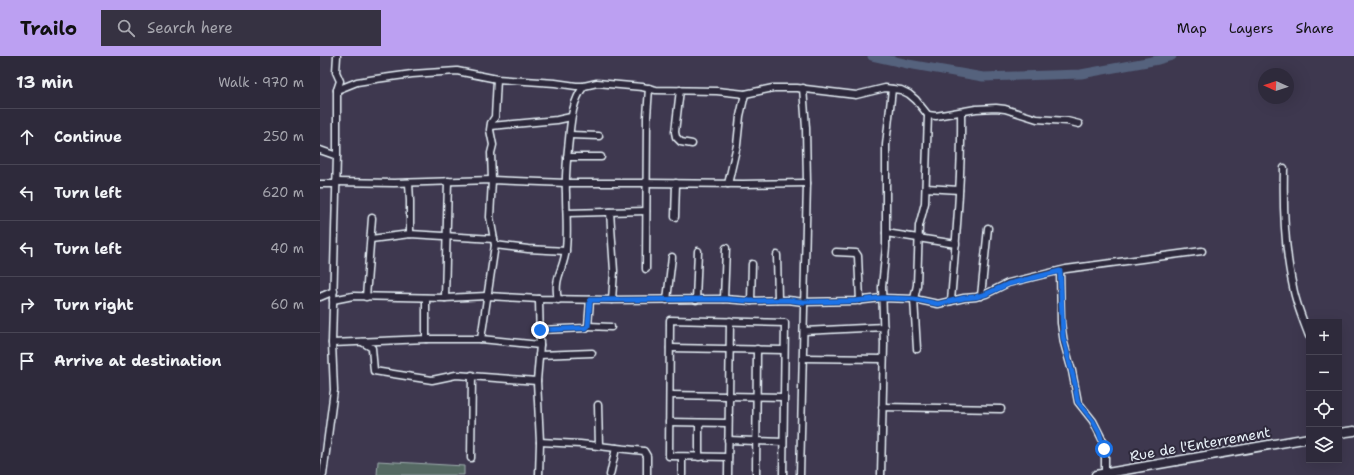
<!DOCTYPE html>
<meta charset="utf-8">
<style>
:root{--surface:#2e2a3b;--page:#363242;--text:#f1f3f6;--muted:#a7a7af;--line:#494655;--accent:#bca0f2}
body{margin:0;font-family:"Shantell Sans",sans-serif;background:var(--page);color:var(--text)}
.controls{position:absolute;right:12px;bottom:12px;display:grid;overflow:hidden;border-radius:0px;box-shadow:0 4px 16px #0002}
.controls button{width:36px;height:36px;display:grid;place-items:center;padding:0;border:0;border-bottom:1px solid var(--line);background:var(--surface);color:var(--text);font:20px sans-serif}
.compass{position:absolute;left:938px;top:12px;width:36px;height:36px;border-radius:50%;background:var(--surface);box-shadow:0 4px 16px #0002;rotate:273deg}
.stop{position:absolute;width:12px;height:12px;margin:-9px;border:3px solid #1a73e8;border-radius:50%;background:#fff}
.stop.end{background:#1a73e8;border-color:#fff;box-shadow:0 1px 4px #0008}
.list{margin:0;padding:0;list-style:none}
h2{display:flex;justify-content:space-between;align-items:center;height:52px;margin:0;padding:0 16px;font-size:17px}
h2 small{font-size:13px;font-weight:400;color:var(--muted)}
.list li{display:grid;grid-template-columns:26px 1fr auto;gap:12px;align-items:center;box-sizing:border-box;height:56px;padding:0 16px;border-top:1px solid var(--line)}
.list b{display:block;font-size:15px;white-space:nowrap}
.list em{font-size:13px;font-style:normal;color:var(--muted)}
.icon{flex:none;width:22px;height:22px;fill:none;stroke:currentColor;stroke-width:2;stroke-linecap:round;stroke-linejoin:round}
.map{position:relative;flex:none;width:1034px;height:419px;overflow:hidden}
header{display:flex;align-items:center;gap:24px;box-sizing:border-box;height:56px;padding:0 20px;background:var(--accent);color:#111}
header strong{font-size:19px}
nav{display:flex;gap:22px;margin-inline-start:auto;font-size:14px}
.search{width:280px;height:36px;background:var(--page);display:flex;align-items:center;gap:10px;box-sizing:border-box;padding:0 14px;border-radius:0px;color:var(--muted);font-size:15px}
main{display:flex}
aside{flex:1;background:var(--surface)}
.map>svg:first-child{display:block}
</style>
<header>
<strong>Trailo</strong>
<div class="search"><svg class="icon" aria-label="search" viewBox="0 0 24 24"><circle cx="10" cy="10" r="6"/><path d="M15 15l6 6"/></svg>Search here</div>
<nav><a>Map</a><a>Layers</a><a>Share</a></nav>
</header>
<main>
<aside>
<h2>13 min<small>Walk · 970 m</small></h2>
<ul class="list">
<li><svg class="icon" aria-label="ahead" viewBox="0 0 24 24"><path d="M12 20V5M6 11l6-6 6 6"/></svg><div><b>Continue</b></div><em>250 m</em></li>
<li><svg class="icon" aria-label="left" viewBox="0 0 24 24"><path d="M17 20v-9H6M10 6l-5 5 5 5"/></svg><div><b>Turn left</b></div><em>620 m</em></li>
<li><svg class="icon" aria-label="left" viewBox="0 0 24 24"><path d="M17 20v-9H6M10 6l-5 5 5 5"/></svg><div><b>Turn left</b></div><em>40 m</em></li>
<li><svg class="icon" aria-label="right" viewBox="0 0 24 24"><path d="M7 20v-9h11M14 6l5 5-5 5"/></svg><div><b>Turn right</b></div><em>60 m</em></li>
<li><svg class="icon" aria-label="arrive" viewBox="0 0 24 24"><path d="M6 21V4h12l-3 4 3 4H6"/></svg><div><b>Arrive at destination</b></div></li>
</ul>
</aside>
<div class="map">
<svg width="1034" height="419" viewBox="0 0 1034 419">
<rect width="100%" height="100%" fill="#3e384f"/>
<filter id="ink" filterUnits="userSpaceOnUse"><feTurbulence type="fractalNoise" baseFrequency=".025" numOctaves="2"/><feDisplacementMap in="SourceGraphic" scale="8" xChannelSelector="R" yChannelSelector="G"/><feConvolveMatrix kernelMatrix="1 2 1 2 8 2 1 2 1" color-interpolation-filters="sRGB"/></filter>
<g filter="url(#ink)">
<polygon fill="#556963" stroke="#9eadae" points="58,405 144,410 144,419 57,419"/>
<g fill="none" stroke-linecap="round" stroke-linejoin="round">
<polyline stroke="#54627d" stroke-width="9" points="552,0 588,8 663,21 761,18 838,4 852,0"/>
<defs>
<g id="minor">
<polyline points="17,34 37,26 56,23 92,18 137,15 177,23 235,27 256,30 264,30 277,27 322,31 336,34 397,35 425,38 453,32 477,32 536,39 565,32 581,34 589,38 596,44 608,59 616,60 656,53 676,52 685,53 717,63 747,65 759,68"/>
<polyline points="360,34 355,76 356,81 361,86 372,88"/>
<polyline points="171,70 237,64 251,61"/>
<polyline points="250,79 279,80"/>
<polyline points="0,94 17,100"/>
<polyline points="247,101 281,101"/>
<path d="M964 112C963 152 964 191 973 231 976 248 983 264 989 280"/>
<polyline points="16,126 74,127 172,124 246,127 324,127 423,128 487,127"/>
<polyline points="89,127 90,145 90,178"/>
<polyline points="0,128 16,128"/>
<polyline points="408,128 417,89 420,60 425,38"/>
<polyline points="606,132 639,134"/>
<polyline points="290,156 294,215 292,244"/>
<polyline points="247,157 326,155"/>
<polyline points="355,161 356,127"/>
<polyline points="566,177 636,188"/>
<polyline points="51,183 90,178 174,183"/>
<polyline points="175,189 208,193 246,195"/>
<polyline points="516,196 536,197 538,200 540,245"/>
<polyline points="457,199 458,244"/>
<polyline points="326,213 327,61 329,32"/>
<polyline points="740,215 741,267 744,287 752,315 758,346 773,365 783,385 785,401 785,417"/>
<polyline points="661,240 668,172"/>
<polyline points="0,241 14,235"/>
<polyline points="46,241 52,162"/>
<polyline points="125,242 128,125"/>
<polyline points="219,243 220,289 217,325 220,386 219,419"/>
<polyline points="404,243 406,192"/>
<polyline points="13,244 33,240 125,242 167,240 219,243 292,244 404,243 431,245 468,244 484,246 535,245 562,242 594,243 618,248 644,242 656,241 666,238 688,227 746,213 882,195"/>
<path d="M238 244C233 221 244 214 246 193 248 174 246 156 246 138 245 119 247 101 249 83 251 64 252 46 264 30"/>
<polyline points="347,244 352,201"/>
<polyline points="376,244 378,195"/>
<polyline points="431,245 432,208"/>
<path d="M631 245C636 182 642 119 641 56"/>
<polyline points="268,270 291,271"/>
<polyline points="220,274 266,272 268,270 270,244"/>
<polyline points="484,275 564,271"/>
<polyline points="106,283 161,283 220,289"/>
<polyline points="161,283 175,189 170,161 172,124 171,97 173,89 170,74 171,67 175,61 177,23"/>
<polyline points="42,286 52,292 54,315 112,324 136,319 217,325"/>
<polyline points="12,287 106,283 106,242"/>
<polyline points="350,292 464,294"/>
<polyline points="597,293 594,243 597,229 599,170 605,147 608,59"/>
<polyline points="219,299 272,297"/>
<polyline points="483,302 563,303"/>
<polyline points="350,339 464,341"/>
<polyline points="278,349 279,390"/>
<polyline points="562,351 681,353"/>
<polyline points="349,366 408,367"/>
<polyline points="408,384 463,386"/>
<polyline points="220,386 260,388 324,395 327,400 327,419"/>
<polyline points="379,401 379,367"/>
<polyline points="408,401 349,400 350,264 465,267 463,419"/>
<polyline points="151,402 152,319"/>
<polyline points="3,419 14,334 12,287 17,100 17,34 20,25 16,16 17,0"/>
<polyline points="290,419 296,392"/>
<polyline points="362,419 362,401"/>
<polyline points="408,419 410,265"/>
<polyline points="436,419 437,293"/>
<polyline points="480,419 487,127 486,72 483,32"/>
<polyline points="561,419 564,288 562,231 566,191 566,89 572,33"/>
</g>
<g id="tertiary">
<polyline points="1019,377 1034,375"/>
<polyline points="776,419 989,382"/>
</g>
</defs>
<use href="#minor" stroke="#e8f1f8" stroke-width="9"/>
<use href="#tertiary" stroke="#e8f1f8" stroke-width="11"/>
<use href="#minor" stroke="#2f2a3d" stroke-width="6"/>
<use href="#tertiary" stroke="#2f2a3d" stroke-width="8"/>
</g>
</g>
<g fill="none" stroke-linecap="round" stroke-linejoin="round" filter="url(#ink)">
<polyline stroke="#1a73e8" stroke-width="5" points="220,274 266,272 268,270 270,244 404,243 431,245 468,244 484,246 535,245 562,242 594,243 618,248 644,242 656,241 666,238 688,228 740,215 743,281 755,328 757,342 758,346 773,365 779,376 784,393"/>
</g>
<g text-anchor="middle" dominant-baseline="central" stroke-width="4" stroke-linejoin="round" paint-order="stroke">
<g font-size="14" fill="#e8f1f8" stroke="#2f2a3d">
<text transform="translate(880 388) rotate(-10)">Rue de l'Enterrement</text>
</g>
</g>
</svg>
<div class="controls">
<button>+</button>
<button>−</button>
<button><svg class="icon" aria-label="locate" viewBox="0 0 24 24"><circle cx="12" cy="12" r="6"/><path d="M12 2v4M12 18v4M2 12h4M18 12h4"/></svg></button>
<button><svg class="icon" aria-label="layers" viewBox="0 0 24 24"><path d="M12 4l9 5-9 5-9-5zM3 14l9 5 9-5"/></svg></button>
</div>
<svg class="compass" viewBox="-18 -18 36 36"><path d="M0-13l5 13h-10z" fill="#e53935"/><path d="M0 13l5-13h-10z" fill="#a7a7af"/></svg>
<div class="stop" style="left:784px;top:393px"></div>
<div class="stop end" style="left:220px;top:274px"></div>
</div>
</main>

> _REQUIRED WORK_
With "compass" as the word to match, copy each line of the records that has it.

> _TASK SOLUTION_
.compass{position:absolute;left:938px;top:12px;width:36px;height:36px;border-radius:50%;background:var(--surface);box-shadow:0 4px 16px #0002;rotate:273deg}
<svg class="compass" viewBox="-18 -18 36 36"><path d="M0-13l5 13h-10z" fill="#e53935"/><path d="M0 13l5-13h-10z" fill="#a7a7af"/></svg>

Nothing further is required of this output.